**Supplied material:**
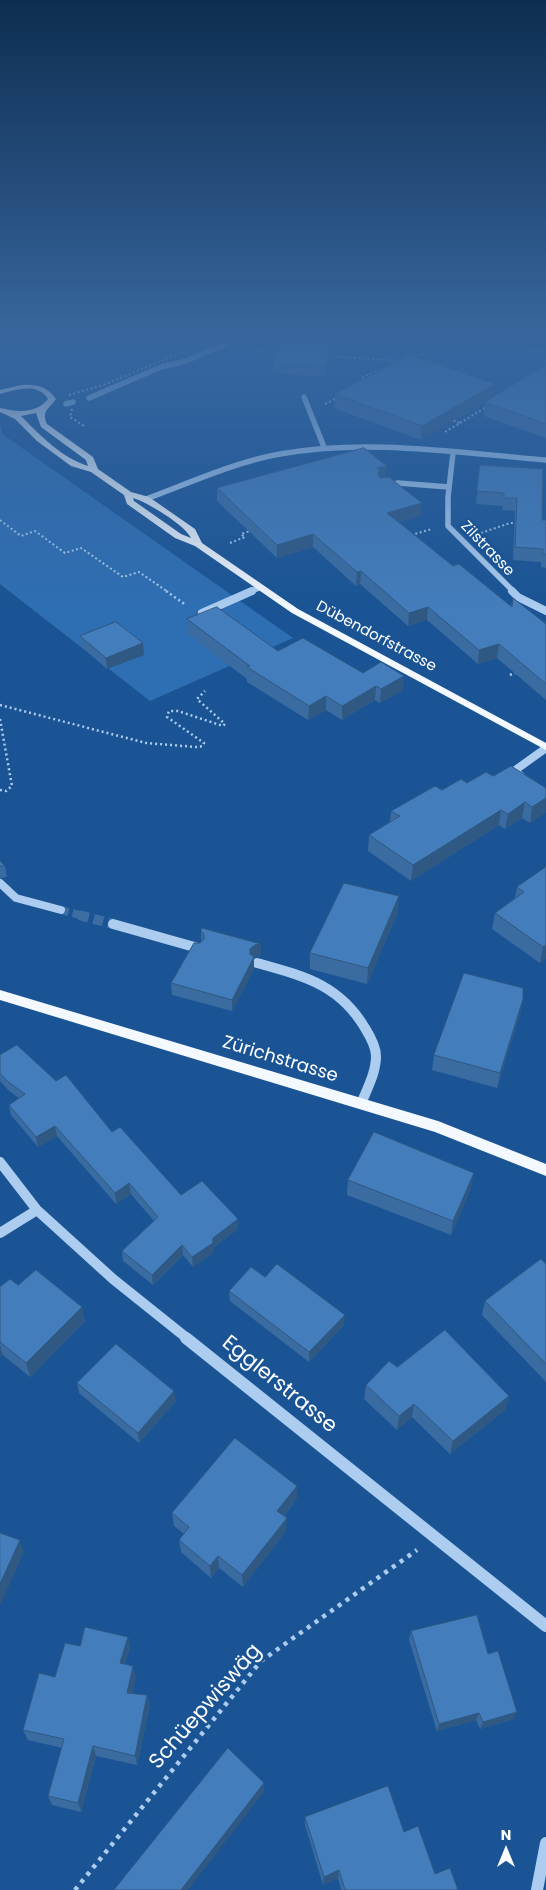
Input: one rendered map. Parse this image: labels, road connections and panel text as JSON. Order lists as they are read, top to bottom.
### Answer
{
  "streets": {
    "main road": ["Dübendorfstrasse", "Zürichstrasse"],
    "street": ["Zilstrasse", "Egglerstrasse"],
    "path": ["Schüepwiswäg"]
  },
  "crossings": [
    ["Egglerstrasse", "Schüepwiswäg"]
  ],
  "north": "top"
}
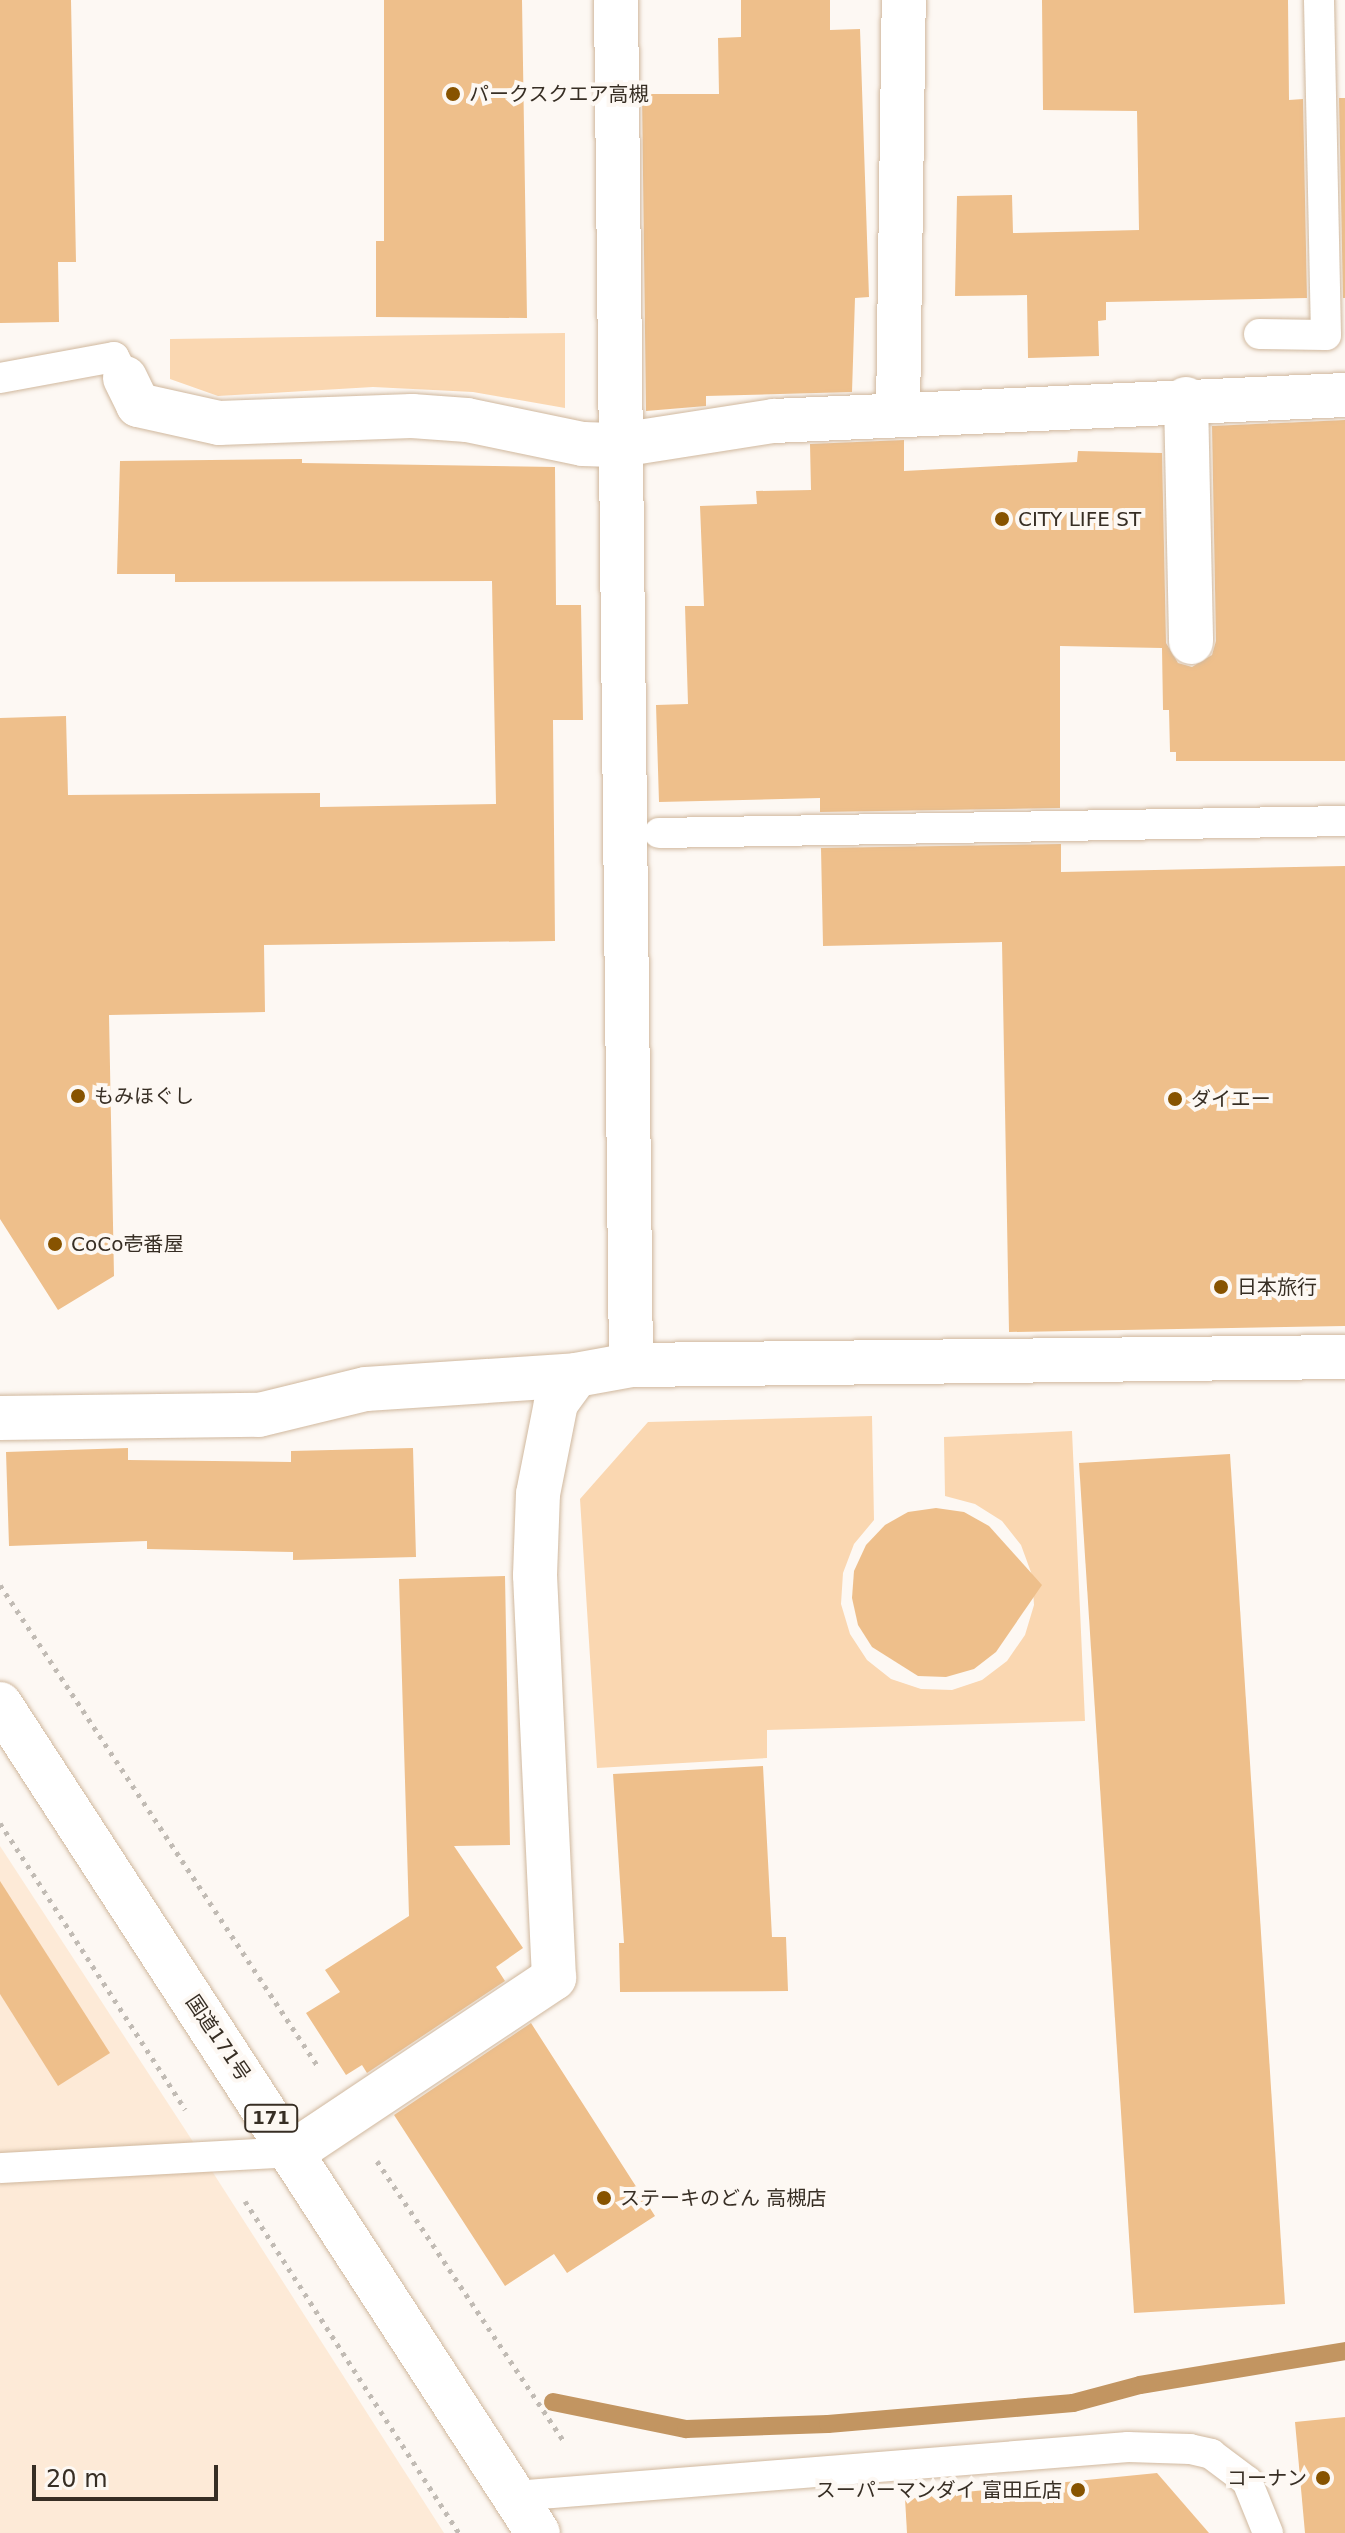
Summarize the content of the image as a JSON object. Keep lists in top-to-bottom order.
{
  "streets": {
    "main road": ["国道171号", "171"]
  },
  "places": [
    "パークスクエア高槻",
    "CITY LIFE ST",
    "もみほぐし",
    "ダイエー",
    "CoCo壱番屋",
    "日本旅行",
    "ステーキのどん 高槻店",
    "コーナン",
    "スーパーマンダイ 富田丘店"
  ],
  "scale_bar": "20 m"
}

**Task directions:** Set down the entries above exactly; no pictures belong in the copy.

**Solved problem:**
Input: one rendered map. Parse this image: labels, road connections and panel text as JSON. Order lists as they are read, top to bottom.
### Answer
{
  "streets": {
    "main road": ["Dübendorfstrasse", "Zürichstrasse"],
    "street": ["Zilstrasse", "Egglerstrasse"],
    "path": ["Schüepwiswäg"]
  },
  "crossings": [
    ["Egglerstrasse", "Schüepwiswäg"]
  ],
  "north": "top"
}
Summarize the content of the image as a JSON object. Keep lists in top-to-bottom order.
{
  "streets": {
    "main road": ["国道171号", "171"]
  },
  "places": [
    "パークスクエア高槻",
    "CITY LIFE ST",
    "もみほぐし",
    "ダイエー",
    "CoCo壱番屋",
    "日本旅行",
    "ステーキのどん 高槻店",
    "コーナン",
    "スーパーマンダイ 富田丘店"
  ],
  "scale_bar": "20 m"
}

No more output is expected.